I have a very large program which I have been compiling under visual studio (v6 then migrated to 2008). I need the executable to run as fast as possible. The program spends most
I agree with what everyone has said about profiling. However you mention "integers of various sizes". If you are doing much arithmetic with mismatched integers a lot of time can be wasted in changing sizes, shorts to ints for example, when the expressions are evaluated.
I'll throw in one more thing too.

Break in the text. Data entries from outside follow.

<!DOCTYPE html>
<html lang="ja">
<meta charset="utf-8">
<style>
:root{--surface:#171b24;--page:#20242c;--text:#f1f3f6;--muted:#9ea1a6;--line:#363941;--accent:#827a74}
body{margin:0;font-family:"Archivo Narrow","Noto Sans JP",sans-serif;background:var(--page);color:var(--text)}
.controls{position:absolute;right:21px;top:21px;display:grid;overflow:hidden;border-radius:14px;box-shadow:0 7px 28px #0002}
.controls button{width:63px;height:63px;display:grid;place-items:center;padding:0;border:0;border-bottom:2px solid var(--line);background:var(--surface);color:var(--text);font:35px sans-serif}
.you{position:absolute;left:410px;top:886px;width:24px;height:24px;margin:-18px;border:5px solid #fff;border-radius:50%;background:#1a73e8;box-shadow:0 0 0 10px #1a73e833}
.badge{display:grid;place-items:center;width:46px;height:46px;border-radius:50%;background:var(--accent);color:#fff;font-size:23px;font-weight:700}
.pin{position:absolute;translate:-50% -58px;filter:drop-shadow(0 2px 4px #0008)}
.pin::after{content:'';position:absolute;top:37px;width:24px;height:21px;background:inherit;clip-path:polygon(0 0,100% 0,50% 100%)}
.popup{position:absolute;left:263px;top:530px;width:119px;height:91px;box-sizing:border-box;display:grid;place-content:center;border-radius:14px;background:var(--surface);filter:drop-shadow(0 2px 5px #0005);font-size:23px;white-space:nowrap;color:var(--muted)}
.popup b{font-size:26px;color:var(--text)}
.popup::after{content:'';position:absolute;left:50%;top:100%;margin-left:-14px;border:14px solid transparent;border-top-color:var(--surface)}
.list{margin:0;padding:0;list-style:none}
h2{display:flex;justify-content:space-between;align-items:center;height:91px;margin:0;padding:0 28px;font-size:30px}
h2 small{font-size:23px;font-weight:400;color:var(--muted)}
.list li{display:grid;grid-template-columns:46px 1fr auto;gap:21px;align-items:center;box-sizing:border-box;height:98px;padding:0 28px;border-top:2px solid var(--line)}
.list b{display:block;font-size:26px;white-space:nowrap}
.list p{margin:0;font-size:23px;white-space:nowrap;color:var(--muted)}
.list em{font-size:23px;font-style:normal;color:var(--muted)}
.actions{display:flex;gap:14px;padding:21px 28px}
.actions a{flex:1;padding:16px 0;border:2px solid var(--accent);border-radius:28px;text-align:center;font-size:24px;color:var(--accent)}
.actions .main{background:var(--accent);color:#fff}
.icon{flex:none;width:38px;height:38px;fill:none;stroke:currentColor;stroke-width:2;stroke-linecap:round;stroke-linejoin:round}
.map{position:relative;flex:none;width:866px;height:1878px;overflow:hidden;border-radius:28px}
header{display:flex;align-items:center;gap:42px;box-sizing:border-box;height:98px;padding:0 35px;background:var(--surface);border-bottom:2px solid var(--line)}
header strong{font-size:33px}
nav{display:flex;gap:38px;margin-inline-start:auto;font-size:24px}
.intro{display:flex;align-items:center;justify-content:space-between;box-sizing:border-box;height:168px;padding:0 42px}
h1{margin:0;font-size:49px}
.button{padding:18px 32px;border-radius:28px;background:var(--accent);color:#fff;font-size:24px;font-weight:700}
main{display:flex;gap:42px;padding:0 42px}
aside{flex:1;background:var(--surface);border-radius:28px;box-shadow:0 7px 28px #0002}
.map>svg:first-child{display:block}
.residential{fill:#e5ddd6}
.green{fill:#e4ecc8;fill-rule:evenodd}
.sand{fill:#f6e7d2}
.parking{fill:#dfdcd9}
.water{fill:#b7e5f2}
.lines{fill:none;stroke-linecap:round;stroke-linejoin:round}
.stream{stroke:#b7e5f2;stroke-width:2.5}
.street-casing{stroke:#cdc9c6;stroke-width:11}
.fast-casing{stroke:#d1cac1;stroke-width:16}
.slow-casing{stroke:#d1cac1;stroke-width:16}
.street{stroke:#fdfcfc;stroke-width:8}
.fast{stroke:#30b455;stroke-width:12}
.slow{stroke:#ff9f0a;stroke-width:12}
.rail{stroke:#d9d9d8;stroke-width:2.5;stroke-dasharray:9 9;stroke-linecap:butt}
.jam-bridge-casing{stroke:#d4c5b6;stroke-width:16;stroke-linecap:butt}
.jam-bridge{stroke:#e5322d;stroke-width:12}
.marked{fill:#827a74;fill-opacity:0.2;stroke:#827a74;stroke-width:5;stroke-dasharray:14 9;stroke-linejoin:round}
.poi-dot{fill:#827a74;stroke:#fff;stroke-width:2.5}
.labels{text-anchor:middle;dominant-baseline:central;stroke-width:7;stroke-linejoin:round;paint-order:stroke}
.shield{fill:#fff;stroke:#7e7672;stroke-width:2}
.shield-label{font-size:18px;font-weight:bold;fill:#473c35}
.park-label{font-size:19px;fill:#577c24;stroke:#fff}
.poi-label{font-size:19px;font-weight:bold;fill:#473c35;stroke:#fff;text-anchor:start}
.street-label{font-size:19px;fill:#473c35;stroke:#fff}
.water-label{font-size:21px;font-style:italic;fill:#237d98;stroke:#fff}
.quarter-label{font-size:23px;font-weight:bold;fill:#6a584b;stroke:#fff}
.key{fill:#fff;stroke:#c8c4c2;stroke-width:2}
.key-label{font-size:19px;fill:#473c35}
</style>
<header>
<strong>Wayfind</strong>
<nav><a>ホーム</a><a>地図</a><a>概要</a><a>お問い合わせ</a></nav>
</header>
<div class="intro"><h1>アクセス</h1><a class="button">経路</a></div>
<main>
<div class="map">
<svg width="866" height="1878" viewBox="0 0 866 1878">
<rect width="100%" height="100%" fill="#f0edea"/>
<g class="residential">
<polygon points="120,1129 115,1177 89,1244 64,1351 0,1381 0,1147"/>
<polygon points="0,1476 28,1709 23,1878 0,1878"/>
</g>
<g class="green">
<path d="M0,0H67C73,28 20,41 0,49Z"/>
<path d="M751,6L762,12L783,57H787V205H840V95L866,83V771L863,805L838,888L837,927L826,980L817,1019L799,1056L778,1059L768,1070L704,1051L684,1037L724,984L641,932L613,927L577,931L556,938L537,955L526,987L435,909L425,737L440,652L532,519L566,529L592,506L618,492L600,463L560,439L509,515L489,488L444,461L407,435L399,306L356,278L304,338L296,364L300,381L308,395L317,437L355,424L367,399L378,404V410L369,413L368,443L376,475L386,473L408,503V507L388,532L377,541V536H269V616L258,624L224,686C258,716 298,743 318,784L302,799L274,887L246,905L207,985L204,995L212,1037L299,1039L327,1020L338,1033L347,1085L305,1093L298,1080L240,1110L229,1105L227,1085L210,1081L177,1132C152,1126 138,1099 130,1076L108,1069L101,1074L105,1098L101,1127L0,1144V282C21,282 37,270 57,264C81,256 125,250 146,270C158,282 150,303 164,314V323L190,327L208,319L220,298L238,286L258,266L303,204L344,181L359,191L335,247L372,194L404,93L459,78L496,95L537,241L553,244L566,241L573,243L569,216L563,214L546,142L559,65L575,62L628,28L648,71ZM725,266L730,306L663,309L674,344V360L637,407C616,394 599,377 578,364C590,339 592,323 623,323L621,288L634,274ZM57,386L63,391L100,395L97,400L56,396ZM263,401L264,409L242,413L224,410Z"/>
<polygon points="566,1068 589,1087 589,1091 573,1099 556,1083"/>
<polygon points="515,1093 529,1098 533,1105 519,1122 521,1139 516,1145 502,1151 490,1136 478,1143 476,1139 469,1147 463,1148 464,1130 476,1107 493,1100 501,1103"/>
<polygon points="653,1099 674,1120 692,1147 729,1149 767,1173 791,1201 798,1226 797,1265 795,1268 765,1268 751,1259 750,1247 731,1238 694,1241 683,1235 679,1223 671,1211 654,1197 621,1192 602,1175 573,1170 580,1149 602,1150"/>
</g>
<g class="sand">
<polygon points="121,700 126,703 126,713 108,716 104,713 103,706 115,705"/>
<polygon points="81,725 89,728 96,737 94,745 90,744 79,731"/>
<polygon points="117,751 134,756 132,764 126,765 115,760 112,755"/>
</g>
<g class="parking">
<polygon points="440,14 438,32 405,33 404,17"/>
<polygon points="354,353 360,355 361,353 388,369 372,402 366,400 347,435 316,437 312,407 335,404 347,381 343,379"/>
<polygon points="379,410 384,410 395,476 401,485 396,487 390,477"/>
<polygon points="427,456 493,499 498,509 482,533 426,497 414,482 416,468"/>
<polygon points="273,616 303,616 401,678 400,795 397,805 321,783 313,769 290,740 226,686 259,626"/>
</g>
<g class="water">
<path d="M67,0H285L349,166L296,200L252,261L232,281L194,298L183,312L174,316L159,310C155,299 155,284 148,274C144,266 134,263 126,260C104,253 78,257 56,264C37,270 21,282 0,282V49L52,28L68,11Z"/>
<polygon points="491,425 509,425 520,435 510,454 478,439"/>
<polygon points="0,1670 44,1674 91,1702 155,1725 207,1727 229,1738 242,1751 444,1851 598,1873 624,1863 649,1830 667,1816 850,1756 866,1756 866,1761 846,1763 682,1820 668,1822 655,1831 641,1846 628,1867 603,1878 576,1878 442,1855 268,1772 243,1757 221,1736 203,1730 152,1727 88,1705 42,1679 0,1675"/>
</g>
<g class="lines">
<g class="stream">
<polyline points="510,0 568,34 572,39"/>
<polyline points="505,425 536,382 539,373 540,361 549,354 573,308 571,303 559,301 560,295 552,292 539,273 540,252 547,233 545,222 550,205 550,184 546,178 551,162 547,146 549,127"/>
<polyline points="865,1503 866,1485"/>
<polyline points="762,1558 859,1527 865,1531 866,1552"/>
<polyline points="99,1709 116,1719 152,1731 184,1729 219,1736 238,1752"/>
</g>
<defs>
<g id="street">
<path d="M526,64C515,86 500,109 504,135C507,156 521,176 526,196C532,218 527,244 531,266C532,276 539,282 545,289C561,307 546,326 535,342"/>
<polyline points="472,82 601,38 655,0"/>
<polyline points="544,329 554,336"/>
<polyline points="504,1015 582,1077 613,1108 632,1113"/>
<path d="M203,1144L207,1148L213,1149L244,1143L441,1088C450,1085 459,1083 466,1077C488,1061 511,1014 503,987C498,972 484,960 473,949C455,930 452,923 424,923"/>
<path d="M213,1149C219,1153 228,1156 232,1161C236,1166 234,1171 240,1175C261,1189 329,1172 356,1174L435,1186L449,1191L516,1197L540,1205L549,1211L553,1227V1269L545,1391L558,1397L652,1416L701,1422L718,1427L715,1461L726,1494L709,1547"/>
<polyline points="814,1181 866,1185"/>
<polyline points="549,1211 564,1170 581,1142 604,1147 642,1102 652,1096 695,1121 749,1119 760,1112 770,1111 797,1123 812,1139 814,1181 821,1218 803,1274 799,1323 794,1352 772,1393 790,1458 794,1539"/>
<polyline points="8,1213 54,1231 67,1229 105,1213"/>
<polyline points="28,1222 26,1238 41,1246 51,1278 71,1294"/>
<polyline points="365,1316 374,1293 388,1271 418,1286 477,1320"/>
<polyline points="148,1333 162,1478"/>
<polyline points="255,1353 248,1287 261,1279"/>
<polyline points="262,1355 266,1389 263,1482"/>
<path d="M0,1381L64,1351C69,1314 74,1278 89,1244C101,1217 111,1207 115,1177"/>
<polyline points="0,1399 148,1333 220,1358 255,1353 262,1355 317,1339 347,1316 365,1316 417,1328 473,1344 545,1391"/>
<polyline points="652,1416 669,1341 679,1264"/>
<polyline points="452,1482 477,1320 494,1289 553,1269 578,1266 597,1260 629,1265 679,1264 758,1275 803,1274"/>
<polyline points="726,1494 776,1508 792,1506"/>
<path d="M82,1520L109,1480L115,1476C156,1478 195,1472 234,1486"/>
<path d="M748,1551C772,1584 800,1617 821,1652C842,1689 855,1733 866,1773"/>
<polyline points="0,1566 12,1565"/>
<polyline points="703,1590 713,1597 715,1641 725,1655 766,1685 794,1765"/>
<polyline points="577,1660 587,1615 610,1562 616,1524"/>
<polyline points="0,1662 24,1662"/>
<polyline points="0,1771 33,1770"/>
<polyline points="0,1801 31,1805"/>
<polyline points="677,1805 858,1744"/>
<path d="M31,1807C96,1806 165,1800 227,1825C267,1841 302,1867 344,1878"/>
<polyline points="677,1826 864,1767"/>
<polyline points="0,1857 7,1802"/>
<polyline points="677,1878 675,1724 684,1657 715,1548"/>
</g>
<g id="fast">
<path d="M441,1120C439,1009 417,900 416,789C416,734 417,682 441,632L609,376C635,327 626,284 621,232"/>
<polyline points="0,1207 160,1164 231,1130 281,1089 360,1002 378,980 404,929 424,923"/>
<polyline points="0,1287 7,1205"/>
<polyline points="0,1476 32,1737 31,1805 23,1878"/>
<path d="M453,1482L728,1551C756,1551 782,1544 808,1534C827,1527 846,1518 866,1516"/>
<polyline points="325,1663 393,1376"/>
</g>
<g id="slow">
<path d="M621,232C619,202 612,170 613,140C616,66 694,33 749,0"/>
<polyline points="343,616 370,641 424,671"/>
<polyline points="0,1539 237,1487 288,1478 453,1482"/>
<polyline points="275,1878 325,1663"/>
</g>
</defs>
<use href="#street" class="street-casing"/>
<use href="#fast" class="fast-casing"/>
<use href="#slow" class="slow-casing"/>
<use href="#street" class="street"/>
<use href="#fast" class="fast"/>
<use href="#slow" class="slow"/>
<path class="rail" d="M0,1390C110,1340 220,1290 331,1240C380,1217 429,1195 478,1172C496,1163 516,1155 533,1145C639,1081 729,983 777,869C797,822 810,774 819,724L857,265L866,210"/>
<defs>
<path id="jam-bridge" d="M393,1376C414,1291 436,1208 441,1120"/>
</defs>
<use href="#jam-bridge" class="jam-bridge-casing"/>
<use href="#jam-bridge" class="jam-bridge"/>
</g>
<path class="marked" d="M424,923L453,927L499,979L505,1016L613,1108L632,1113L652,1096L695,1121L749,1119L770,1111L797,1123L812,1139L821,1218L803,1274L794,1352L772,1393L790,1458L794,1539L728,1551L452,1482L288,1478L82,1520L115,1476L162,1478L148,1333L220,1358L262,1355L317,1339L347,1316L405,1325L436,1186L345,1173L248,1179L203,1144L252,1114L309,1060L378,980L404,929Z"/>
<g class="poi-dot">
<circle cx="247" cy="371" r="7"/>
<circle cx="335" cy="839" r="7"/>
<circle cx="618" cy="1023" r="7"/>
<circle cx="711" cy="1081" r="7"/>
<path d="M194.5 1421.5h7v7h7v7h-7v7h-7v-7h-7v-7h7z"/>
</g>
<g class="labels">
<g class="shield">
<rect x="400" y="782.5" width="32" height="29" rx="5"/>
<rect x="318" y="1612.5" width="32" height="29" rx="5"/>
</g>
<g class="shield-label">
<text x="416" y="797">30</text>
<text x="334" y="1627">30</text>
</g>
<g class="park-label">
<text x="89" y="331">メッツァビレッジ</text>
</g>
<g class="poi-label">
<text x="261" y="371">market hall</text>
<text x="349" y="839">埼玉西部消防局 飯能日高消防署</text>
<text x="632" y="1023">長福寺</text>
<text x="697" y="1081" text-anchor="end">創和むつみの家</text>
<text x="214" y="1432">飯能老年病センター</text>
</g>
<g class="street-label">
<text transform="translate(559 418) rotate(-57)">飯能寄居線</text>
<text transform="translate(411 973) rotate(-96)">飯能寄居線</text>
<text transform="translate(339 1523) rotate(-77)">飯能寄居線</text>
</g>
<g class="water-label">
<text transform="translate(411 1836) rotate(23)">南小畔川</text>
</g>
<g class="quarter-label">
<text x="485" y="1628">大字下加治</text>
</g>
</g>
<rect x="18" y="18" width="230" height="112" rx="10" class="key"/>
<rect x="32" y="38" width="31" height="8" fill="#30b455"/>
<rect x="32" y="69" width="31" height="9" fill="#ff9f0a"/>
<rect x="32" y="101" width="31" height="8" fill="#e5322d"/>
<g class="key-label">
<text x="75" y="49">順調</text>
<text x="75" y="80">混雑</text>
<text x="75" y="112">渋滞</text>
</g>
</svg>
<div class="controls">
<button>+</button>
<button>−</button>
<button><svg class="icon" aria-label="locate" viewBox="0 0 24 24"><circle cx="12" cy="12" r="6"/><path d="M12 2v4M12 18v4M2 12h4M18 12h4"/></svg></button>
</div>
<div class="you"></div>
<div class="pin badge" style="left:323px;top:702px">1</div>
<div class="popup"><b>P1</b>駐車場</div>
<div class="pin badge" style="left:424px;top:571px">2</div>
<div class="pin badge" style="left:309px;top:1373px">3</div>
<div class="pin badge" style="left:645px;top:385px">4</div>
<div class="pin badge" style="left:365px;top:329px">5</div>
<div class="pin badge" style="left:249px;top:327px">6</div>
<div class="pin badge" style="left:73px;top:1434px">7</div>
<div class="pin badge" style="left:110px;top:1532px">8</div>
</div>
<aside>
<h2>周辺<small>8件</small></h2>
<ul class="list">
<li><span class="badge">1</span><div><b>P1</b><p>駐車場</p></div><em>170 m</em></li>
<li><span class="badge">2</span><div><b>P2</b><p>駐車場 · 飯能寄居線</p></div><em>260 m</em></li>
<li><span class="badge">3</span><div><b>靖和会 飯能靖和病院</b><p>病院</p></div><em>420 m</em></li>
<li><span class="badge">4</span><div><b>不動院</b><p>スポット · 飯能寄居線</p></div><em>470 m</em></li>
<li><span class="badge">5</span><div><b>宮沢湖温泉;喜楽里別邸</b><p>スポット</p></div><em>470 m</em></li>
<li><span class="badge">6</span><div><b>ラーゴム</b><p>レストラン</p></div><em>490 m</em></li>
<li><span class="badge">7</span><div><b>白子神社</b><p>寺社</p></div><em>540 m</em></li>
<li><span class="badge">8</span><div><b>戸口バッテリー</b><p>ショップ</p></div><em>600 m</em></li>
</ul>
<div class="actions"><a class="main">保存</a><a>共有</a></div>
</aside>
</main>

Probably the most significant optimisation is in choosing and implementing the best algorithm.
You have three ways to speed up your application:
Better algorithm - you've not specified the algorithm or the data types (is there an upper limit to integer size?) or what output you want.
Macro parallelisation - split the task into chunks and give each chunk to a separate CPU, so, on a two core cpu divide the integer set into two sets and give half to each cpu. This depends on the algorithm you're using - not all algorithms can be processed like this.
Micro parallelisation - this is like the above but uses SIMD. You can combine this with point 2 as well.
You're asking which compiler options can help you speed up your program, but here's some general optimisation tips:
1) Ensure your algorithms are appropriate for the job. No amount of fiddling with compiler options will help you if you write an O(shit squared) algorithm.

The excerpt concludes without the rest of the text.